(Stored items)
* * *

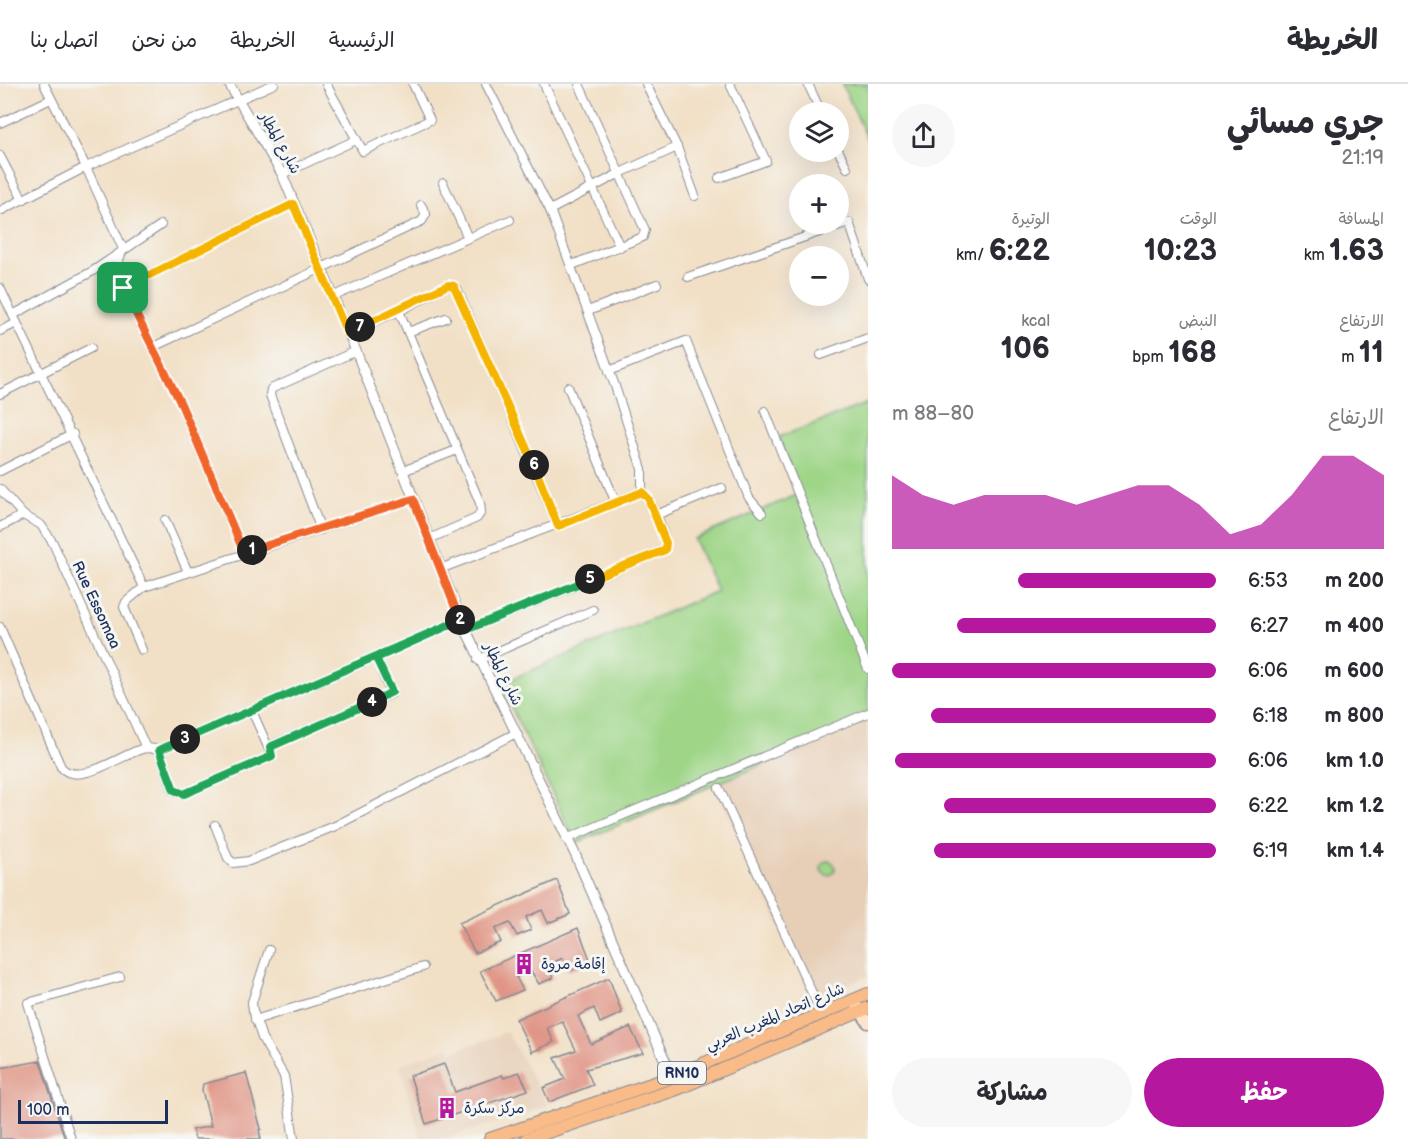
<!DOCTYPE html>
<html lang="ar">
<meta charset="utf-8">
<style>
body{margin:0;font-family:"Balsamiq Sans","Playpen Sans Arabic",sans-serif;background:#f7f7f7;color:#2b2b33;direction:rtl;height:100vh;display:flex;flex-direction:column;font-size:22px;white-space:nowrap}
*{box-sizing:border-box;margin:0}
p{font-size:20px;color:#7c7c81}
.icon{flex:none;width:33px;height:33px;fill:none;stroke:currentColor;stroke-width:2;stroke-linecap:round;stroke-linejoin:round}
.map{position:relative;flex:1;overflow:hidden;direction:ltr}
.panel{display:flex;flex-direction:column;background:#fff;width:540px}
.panel>*{flex:none}
.controls{position:absolute;left:789px;top:18px;display:grid;gap:12px}
.controls a{display:grid;place-items:center;width:60px;height:60px;border-radius:50%;background:#fff;box-shadow:0 6px 24px #0002;font-size:30px}
.scale{position:absolute;left:18px;bottom:15px;width:150px;box-sizing:border-box;padding-left:6px;border:3px solid #1b2f5e;border-top:0;font-size:16px;line-height:21px;white-space:nowrap;color:#1b2f5e;-webkit-text-stroke:4px #f6f6f2;paint-order:stroke}
.pin{position:absolute;display:grid;place-items:center;width:51px;height:51px;color:#fff;margin:-26px;border-radius:12px;box-shadow:0 3px 9px #0006}
.km{position:absolute;width:30px;height:30px;margin:-15px;border-radius:50%;background:#222;color:#fff;font-size:16px;line-height:30px;text-align:center}
.round{display:grid;place-items:center;flex:none;width:63px;height:63px;border-radius:32px;background:#f7f7f7}
.head{display:flex;align-items:center;justify-content:space-between;height:102px;padding:0 24px}
h1{font-size:33px;font-weight:700;line-height:45px}
.figures{display:grid;grid-template-columns:repeat(3,1fr);gap:9px;height:102px;padding:6px 24px}
.figures div{display:grid;align-content:center}
.figures b{font-size:30px;font-weight:700}
.figures small{font-size:16px;font-weight:400}
.figures p{font-size:16px}
.chart{height:168px;padding:12px 24px}
.chart p{display:flex;justify-content:space-between}
.chart svg{width:100%;height:108px;margin-top:6px;fill:#b5179e;opacity:.7}
.button{display:flex;gap:12px;margin-top:auto;padding:12px 24px}
.button a{flex:1;height:69px;border-radius:36px;background:#b5179e;color:#fff;font-size:24px;font-weight:700;line-height:69px;text-align:center}
.button a+a{background:#f7f7f7;color:#2b2b33}
ul{padding:0 24px;list-style:none;font-size:20px}
li{display:grid;grid-template-columns:96px 72px 1fr;align-items:center;height:45px}
li i{height:15px;border-radius:8px;background:#b5179e}
header{display:flex;align-items:center;gap:36px;box-sizing:border-box;height:84px;padding:0 30px;background:#fff;border-bottom:2px solid #e1e1e2}
header strong{font-size:28px}
nav{display:flex;gap:33px;margin-inline-start:auto;font-size:21px}
main{display:flex;flex:1;min-height:0}
.map>svg:first-child{display:block}
</style>
<header>
<strong>الخريطة</strong>
<nav><a>الرئيسية</a><a>الخريطة</a><a>من نحن</a><a>اتصل بنا</a></nav>
</header>
<main>
<section class="panel">
<div class="head"><div><h1>جري مسائي</h1><p>21:19</p></div><a class="round"><svg class="icon" aria-label="share" viewBox="0 0 24 24"><path d="M12 15V3M7 8l5-5 5 5M5 13v7h14v-7"/></svg></a></div>
<div class="figures">
<div><p>المسافة</p><b>1.63<small> km</small></b></div>
<div><p>الوقت</p><b>10:23</b></div>
<div><p>الوتيرة</p><b>6:22<small> /km</small></b></div>
</div>
<div class="figures">
<div><p>الارتفاع</p><b>11<small> m</small></b></div>
<div><p>النبض</p><b>168<small> bpm</small></b></div>
<div><p>kcal</p><b>106</b></div>
</div>
<div class="chart"><p><span>الارتفاع</span>80–88 m</p>
<svg viewBox="0 0 160 44" preserveAspectRatio="none"><path d="M0 44V14L10 22L20 26L30 22L40 22L50 22L60 26L70 22L80 18L90 18L100 26L110 38L120 34L130 22L140 6L150 6L160 14V44z"/></svg>
</div>
<ul>
<li><b>200 m</b>6:53<i style="width:61%"></i></li>
<li><b>400 m</b>6:27<i style="width:80%"></i></li>
<li><b>600 m</b>6:06<i style="width:100%"></i></li>
<li><b>800 m</b>6:18<i style="width:88%"></i></li>
<li><b>1.0 km</b>6:06<i style="width:99%"></i></li>
<li><b>1.2 km</b>6:22<i style="width:84%"></i></li>
<li><b>1.4 km</b>6:19<i style="width:87%"></i></li>
</ul>
<div class="button"><a>حفظ</a><a>مشاركة</a></div>
</section>
<div class="map">
<svg width="868" height="1055" viewBox="0 0 868 1055">
<rect width="100%" height="100%" fill="#f6f6f2"/>
<filter id="ink" filterUnits="userSpaceOnUse"><feTurbulence type="fractalNoise" baseFrequency=".0167" numOctaves="2"/><feDisplacementMap in="SourceGraphic" scale="12" xChannelSelector="R" yChannelSelector="G"/><feConvolveMatrix kernelMatrix="1 2 1 2 8 2 1 2 1" color-interpolation-filters="sRGB"/></filter>
<filter id="wash" filterUnits="userSpaceOnUse"><feTurbulence type="fractalNoise" baseFrequency=".008" numOctaves="4" result="noise"/><feDisplacementMap in="SourceGraphic" scale="24" xChannelSelector="R" yChannelSelector="G"/><feGaussianBlur stdDeviation="1.35" result="paint"/><feColorMatrix in="noise" values="0 0 0 0 0 0 0 0 0 0 0 0 0 0 0 0 0 1.4 0 .05"/><feComposite in="paint" operator="in"/></filter>
<g filter="url(#wash)">
<rect width="100%" height="100%" fill="#f2e0c6"/>
<!-- built -->
<g fill="#e7cfb7">
<polygon points="868,636 868,892 813,915 715,700"/>
<polygon points="507,948 548,1022 445,1055 421,1055 400,981 449,963 451,968"/>
</g>
<!-- green -->
<g fill="#9ed587" stroke="#5c8272" stroke-width="1.5">
<polygon points="842,0 868,0 868,56"/>
<polygon points="868,319 868,636 576,759 500,600 717,507 694,455 799,410 779,353"/>
<circle cx="828" cy="784" r="7"/>
</g>
<g id="blocks">
<!-- building -->
<g fill="#e09586">
<polygon points="557,796 570,830 548,839 542,826 526,833 531,846 517,852 510,839 495,845 501,858 475,869 459,839"/>
<polygon points="578,844 591,878 569,887 563,874 548,881 553,894 539,900 531,887 516,893 523,906 496,917 480,887"/>
<polygon points="609,894 622,929 600,939 594,924 578,932 591,960 630,943 643,969 586,985 593,1001 549,1018 543,1004 565,995 555,974 576,966 562,937 547,944 554,958 532,968 516,935"/>
<polygon points="40,977 65,1055 0,1055 0,984"/>
<polygon points="444,980 455,1008 502,991 504,994 519,988 528,1006 426,1040 410,992"/>
<polygon points="246,989 261,1045 259,1046 261,1055 195,1055 192,1046 211,1042 202,1006 203,1000"/>
</g>
</g>
</g>
<g filter="url(#ink)">
<use href="#blocks" fill-opacity="0" stroke="#868892" stroke-width="1.5"/>
<g fill="none" stroke-linecap="round" stroke-linejoin="round">
<defs>
<g id="minor">
<polyline points="44,0 86,83 123,165 116,184 123,204 181,320 244,469"/>
<polyline points="326,0 363,67 430,36 413,0"/>
<polyline points="486,0 550,126 615,302 642,385 642,408"/>
<polyline points="544,0 620,163"/>
<polyline points="646,0 677,63 695,112"/>
<polyline points="808,0 821,28"/>
<polyline points="0,39 51,15"/>
<polyline points="838,66 847,84"/>
<polyline points="0,72 23,116"/>
<polyline points="282,90 356,56"/>
<polyline points="719,94 766,77 730,0"/>
<polyline points="443,99 468,154"/>
<polyline points="550,126 620,89 677,63"/>
<polyline points="0,127 86,83 274,0"/>
<polyline points="572,181 643,153 645,146 579,0"/>
<polyline points="688,193 849,138 868,195"/>
<polyline points="0,204 144,503 413,415"/>
<polyline points="123,204 293,120"/>
<polyline points="332,213 510,136"/>
<polyline points="399,227 448,201 457,205 558,442"/>
<polyline points="588,227 657,200"/>
<polyline points="13,231 93,187 161,141"/>
<polyline points="0,247 17,239"/>
<polyline points="408,248 446,234"/>
<polyline points="347,249 399,227 480,419 481,428 477,434 429,455"/>
<polyline points="153,263 422,137 426,130 421,121"/>
<polyline points="821,271 868,254"/>
<polyline points="609,287 686,257 749,414 762,429"/>
<polyline points="568,303 616,419"/>
<polyline points="0,310 91,264"/>
<polyline points="765,327 868,585"/>
<polyline points="0,387 73,350"/>
<polyline points="403,387 457,366"/>
<polyline points="0,405 23,431 41,441 53,459 146,664"/>
<polyline points="656,431 722,404"/>
<polyline points="165,436 188,488"/>
<polyline points="0,443 23,431"/>
<polyline points="321,446 270,311 271,305 356,267"/>
<polyline points="440,485 642,408"/>
<path d="M0,543l61,140c18,21 62,-14 84,-19 4,0 10,1 14,2l302,-130"/>
<path d="M466,546l198,-80c6,-10 -13,-50 -22,-58"/>
<polyline points="142,566 124,523 126,518 144,503"/>
<polyline points="478,576 593,526"/>
<polyline points="270,662 391,610 376,574"/>
<polyline points="159,666 173,706 184,710 272,672 252,627"/>
<polyline points="719,704 822,931"/>
<polyline points="215,741 228,774 233,779 249,777 335,742 516,649"/>
<polyline points="566,755 868,629"/>
<polyline points="269,866 252,918 253,927 262,954 284,992 294,1055"/>
<polyline points="255,936 423,883"/>
<polyline points="71,1055 28,919 120,893"/>
</g>
<polyline id="tertiary" points="229,0 282,90 356,267 461,536 575,770 672,993"/>
<polyline id="secondary" points="853,917 868,939"/>
<g id="primary">
<polyline points="490,1055 672,993 868,910"/>
<polyline points="527,1055 677,1005 868,924"/>
</g>
</defs>
<!-- minor casing -->
<use href="#minor" stroke="#868892" stroke-width="10"/>
<!-- tertiary casing -->
<use href="#tertiary" stroke="#868892" stroke-width="11"/>
<!-- secondary casing -->
<use href="#secondary" stroke="#868892" stroke-width="13"/>
<!-- primary casing -->
<use href="#primary" stroke="#868892" stroke-width="14"/>
<!-- minor -->
<use href="#minor" stroke="#fff" stroke-width="8"/>
<!-- tertiary -->
<use href="#tertiary" stroke="#fff" stroke-width="9"/>
<!-- secondary -->
<use href="#secondary" stroke="#fde4d0" stroke-width="10"/>
<!-- primary -->
<use href="#primary" stroke="#f9bc89" stroke-width="12"/>
</g>
</g>
<g fill="none" stroke-linecap="round" stroke-linejoin="round" filter="url(#ink)">
<defs>
<polyline id="split-1" points="123,204 181,320 244,469 252,466"/>
<polyline id="split-2" points="252,466 413,415 460,536"/>
<polyline id="split-3" points="185,655 460,536"/>
<polyline id="split-4" points="185,655 159,666 174,706 184,710 272,672 270,663 372,618"/>
<polyline id="split-5" points="372,618 392,608 376,574 461,536 466,546 590,495"/>
<polyline id="split-6" points="534,381 558,442 642,408 648,414 666,459 665,466 590,495"/>
<polyline id="split-7" points="360,243 448,201 454,202 534,381"/>
<polyline id="split-8" points="123,204 293,120 347,249 360,243"/>
</defs>
<!-- split-1 casing -->
<use href="#split-1" stroke="#fff" stroke-width="12"/>
<!-- split-2 casing -->
<use href="#split-2" stroke="#fff" stroke-width="12"/>
<!-- split-3 casing -->
<use href="#split-3" stroke="#fff" stroke-width="12"/>
<!-- split-4 casing -->
<use href="#split-4" stroke="#fff" stroke-width="12"/>
<!-- split-5 casing -->
<use href="#split-5" stroke="#fff" stroke-width="12"/>
<!-- split-6 casing -->
<use href="#split-6" stroke="#fff" stroke-width="12"/>
<!-- split-7 casing -->
<use href="#split-7" stroke="#fff" stroke-width="12"/>
<!-- split-8 casing -->
<use href="#split-8" stroke="#fff" stroke-width="12"/>
<!-- split-1 -->
<use href="#split-1" stroke="#f0652b" stroke-width="8"/>
<!-- split-2 -->
<use href="#split-2" stroke="#f0652b" stroke-width="8"/>
<!-- split-3 -->
<use href="#split-3" stroke="#22a559" stroke-width="8"/>
<!-- split-4 -->
<use href="#split-4" stroke="#22a559" stroke-width="8"/>
<!-- split-5 -->
<use href="#split-5" stroke="#22a559" stroke-width="8"/>
<!-- split-6 -->
<use href="#split-6" stroke="#f5b400" stroke-width="8"/>
<!-- split-7 -->
<use href="#split-7" stroke="#f5b400" stroke-width="8"/>
<!-- split-8 -->
<use href="#split-8" stroke="#f5b400" stroke-width="8"/>
</g>
<!-- icons -->
<defs>
<symbol id="building-bare" viewBox="-9 -9 18 18"><path d="M-4-6H4V6H1V3H-1V6H-4ZM-2.5-4.3h1.7v1.8h-1.7ZM.8-4.3h1.7v1.8H.8ZM-2.5-1h1.7V.8h-1.7ZM.8-1h1.7V.8H.8Z" fill="#b5179e" stroke="#f6f6f2" stroke-width="2.5" paint-order="stroke"/></symbol>
</defs>
<g fill-rule="evenodd">
<use href="#building-bare" x="509" y="865" width="30" height="30"/>
<use href="#building-bare" x="432" y="1009" width="30" height="30"/>
</g>
<g text-anchor="middle" dominant-baseline="central" stroke-width="6" stroke-linejoin="round" paint-order="stroke">
<!-- shield labels -->
<rect fill="#f6f6f2" stroke="#5d6b8a" stroke-width="1.5" x="658" y="978" width="48" height="22" rx="4.5"/>
<g font-size="14" font-weight="bold" fill="#1b2f5e">
<text x="682" y="989">RN10</text>
</g>
<!-- street labels -->
<g font-size="15" fill="#1b2f5e" stroke="#f6f6f2">
<text transform="translate(280 59) rotate(61)">شارع المطار</text>
<text transform="translate(96 521) rotate(65)">Rue Essomaa</text>
<text transform="translate(503 590) rotate(64)">شارع المطار</text>
<text transform="translate(775 933) rotate(-23)">شارع اتحاد المغرب العربي</text>
</g>
<!-- poi labels -->
<g font-size="15" fill="#1b2f5e" stroke="#f6f6f2" text-anchor="start">
<text x="541" y="880">إقامة مروة</text>
<text x="464" y="1024">مركز سكرة</text>
</g>
</g>
</svg>
<div class="controls">
<a><svg class="icon" aria-label="layers" viewBox="0 0 24 24"><path d="M12 4l9 5-9 5-9-5zM3 14l9 5 9-5"/></svg></a>
<a>+</a>
<a>−</a>
</div>
<div class="scale">100 m</div>
<div class="pin" style="left:123px;top:204px;background:#1e9e55"><svg class="icon" aria-label="arrive" viewBox="0 0 24 24"><path d="M6 21V4h12l-3 4 3 4H6"/></svg></div>
<b class="km" style="left:252px;top:466px">1</b>
<b class="km" style="left:460px;top:536px">2</b>
<b class="km" style="left:185px;top:655px">3</b>
<b class="km" style="left:372px;top:618px">4</b>
<b class="km" style="left:590px;top:495px">5</b>
<b class="km" style="left:534px;top:381px">6</b>
<b class="km" style="left:360px;top:243px">7</b>
</div>
</main>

* * *

WORK REQUEST:
Search the data for the word "panel" and copy each line where it appears.

RESPONSE TO THE TASK:
.panel{display:flex;flex-direction:column;background:#fff;width:540px}
.panel>*{flex:none}
<section class="panel">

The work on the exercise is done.